Le torture di Pinochet sono ben descritte da alcune testimonianze del libroIntillimania”. Significativa quella di Simòn Morale 21 anni studente universitario: «Hanno fatto irruzione in casa nel cuore della notte…mi hanno tappato gli occhi con dei cerotti e mi hanno portato via su un camion. Quattro giorni e quattro notti incerottato, avrei preferito che mi torturassero subito, anche se…durante i giorni del golpe hanno strappato unghie, denti estratti a freddo con tenaglie rudimentali, scariche elettriche nei genitali…sono cose che danno i brividi solo a sentirle raccontare. La mia non è stata una tortura fisica ma al quinto giorno col morale a pezzi e stressato nel fisico volevano sapere i nomi i nascondigli e i posti dei compagni e dell’organizzazione clandestina, ma pur non avendoli fatti, mi aspettavo che mi uccidessero, mi hanno rimesso in libertà».

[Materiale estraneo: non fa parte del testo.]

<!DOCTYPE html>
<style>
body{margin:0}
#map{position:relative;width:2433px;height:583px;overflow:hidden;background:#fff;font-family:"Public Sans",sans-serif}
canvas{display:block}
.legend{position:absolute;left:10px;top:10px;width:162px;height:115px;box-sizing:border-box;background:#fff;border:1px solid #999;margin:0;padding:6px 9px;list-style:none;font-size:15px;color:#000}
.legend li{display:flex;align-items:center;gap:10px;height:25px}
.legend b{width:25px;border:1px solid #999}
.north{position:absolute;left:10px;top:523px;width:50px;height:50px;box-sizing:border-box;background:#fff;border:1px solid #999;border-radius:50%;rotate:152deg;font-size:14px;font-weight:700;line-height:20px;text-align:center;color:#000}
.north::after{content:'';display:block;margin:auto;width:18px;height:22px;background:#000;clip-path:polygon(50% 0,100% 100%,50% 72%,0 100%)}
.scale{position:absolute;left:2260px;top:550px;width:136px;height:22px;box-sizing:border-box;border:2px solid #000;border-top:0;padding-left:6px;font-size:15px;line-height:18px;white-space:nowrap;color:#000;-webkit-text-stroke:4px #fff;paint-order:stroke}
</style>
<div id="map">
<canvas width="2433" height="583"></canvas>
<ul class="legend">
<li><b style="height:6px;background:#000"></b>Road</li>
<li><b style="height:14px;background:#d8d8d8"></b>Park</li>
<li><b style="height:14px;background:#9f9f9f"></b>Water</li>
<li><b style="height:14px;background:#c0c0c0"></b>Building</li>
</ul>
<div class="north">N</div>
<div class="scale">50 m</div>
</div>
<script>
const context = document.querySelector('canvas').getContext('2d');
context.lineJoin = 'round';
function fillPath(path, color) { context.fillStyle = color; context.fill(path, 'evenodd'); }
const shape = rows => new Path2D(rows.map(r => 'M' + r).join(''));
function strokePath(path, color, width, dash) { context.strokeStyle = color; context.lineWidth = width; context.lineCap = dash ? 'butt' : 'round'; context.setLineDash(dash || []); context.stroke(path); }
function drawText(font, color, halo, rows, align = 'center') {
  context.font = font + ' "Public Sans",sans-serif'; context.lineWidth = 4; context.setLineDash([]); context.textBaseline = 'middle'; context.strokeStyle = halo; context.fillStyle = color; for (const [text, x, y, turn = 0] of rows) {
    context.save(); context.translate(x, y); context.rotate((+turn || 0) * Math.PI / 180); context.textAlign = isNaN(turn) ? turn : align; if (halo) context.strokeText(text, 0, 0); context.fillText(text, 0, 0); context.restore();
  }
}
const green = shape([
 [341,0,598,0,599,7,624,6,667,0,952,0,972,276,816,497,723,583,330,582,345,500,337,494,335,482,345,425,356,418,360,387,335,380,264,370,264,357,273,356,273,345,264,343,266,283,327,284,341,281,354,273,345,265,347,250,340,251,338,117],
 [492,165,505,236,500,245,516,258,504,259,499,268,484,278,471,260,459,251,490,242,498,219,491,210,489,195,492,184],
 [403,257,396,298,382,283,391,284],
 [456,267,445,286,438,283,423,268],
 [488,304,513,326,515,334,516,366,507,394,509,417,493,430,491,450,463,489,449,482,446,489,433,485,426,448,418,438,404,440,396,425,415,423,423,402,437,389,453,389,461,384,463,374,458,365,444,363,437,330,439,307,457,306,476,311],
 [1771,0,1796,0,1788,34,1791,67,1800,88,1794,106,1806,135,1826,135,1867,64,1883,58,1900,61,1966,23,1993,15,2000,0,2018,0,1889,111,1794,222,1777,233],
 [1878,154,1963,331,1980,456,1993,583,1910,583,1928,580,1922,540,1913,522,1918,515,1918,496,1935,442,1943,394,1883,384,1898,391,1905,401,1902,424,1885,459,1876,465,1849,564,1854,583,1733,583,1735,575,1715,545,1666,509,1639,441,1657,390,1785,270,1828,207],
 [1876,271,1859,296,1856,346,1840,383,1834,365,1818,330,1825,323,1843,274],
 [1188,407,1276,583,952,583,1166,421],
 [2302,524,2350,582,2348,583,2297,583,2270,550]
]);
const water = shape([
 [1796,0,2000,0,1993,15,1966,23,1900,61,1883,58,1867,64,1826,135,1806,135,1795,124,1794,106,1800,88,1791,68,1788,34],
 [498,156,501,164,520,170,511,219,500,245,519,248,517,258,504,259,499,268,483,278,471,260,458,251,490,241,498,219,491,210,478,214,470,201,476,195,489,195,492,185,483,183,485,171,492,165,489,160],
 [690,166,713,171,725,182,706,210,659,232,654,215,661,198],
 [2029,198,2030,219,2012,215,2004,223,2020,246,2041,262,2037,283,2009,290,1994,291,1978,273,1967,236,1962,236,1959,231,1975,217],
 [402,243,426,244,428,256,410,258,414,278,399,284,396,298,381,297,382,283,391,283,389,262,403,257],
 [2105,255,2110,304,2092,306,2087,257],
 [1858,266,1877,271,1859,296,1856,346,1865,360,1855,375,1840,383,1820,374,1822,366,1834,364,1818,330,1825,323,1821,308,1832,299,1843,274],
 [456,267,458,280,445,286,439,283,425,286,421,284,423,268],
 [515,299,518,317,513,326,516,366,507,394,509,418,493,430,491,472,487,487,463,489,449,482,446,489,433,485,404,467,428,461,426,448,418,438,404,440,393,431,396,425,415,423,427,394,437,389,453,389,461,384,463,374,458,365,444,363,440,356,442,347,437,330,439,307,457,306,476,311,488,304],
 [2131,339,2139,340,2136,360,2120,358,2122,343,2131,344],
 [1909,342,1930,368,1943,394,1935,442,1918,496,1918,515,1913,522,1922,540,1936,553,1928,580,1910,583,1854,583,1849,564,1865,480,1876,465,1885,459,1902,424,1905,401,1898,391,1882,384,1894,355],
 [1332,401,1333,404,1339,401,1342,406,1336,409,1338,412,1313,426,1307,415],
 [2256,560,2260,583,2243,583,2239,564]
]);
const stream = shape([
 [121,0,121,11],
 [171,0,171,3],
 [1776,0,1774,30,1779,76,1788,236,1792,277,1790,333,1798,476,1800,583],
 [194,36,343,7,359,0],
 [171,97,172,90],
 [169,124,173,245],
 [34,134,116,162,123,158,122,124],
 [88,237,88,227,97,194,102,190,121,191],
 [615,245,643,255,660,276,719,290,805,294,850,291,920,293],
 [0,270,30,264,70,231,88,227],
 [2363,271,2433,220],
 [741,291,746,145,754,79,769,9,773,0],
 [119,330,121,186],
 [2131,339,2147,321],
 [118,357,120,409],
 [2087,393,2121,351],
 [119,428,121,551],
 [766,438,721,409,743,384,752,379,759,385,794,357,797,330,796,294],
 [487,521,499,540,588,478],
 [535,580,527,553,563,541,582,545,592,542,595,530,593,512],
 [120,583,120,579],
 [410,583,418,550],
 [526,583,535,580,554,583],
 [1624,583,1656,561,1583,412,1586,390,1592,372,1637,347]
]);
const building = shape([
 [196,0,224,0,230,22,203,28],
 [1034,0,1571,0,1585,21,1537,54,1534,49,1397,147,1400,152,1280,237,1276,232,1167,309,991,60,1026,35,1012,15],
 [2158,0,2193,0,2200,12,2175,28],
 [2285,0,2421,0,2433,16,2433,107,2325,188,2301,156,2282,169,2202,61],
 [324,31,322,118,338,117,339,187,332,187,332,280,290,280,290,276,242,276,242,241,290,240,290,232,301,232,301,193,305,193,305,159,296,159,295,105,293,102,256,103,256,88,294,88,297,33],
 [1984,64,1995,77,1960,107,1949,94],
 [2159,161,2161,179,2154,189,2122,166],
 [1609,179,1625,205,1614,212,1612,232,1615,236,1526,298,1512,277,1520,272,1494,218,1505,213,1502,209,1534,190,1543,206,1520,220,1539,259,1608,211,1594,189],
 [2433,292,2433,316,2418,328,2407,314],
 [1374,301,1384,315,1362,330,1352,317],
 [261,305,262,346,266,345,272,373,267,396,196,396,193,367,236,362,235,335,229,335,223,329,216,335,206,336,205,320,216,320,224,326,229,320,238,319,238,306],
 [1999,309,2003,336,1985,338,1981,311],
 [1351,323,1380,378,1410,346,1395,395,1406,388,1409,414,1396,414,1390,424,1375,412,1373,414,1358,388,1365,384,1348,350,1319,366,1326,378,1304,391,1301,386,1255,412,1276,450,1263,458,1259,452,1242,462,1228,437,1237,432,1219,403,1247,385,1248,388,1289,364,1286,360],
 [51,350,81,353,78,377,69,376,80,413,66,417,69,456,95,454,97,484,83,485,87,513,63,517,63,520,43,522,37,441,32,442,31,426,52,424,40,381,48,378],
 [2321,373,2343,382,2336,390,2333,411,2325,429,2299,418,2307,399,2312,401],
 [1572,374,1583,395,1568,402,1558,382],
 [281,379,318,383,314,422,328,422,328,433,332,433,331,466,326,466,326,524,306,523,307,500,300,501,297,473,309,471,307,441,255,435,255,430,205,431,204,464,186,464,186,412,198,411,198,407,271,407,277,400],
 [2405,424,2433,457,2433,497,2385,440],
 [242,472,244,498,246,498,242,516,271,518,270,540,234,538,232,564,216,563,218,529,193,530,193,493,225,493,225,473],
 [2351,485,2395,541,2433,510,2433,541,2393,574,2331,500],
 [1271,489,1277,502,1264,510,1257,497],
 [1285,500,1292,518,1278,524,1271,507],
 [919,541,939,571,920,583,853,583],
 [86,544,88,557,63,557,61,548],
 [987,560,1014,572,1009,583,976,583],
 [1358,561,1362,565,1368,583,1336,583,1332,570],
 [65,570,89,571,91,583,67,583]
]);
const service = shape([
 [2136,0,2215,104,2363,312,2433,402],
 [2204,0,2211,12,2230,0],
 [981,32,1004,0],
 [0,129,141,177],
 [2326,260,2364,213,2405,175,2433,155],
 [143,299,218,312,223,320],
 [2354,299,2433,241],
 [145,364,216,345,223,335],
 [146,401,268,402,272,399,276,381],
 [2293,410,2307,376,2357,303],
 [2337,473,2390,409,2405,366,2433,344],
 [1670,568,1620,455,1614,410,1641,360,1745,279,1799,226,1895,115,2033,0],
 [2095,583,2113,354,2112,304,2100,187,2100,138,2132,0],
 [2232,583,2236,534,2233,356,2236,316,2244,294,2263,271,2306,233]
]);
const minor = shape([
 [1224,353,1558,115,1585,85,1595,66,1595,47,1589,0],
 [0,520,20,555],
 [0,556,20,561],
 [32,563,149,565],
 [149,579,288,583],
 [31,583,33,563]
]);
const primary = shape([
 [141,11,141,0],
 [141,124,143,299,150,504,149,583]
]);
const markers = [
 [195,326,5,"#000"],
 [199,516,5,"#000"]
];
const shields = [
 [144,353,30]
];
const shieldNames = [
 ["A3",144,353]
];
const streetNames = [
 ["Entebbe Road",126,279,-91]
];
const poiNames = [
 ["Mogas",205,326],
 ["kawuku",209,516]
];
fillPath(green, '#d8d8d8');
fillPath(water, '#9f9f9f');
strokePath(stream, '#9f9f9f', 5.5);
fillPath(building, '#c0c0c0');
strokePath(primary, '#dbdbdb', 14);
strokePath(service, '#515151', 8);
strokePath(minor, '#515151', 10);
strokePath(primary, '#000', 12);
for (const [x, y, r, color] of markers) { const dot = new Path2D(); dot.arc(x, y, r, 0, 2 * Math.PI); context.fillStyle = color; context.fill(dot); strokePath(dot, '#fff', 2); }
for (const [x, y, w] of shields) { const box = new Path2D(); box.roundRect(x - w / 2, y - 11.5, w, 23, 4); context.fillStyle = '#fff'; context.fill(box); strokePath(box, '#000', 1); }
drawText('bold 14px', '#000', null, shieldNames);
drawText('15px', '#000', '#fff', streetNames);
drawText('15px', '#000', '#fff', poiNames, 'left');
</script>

Finalmente liberi da Pinochet. «Nel 1988 Pinochet decide di indire un referendum, per modificare la norma costituzionale che limita i mandati presidenziali e poter rimanere presidente per altri otto anni. Ha pieni poteri, gli basterebbe un decreto. No, lui rispetta la legalità (!). E soprattutto vuole che sia il popolo a chiedergli plebiscitariamente di restare al potere. Ma si sbaglia: si aspetta una valanga di sì, e invece gli piove addosso una valanga di no. El Fortin, giornale che era stato chiuso perché contrario al regime, riprende le pubblicazioni con un’edizione straordinaria e un titolo a nove colonne: “Ha corso da solo ed è arrivato secondo”. Per il dittatore è l’inizio della fine, per il Cile il ritorno graduale alla democrazia. Quando cade Pinochet gli esuli cileni sparsi nel mondo cominciano finalmente a rientrare in patria. Anche gli Inti Illimani, dopo quindici anni di “esilio forzato” lasciano l’Italia per tornare in Cile».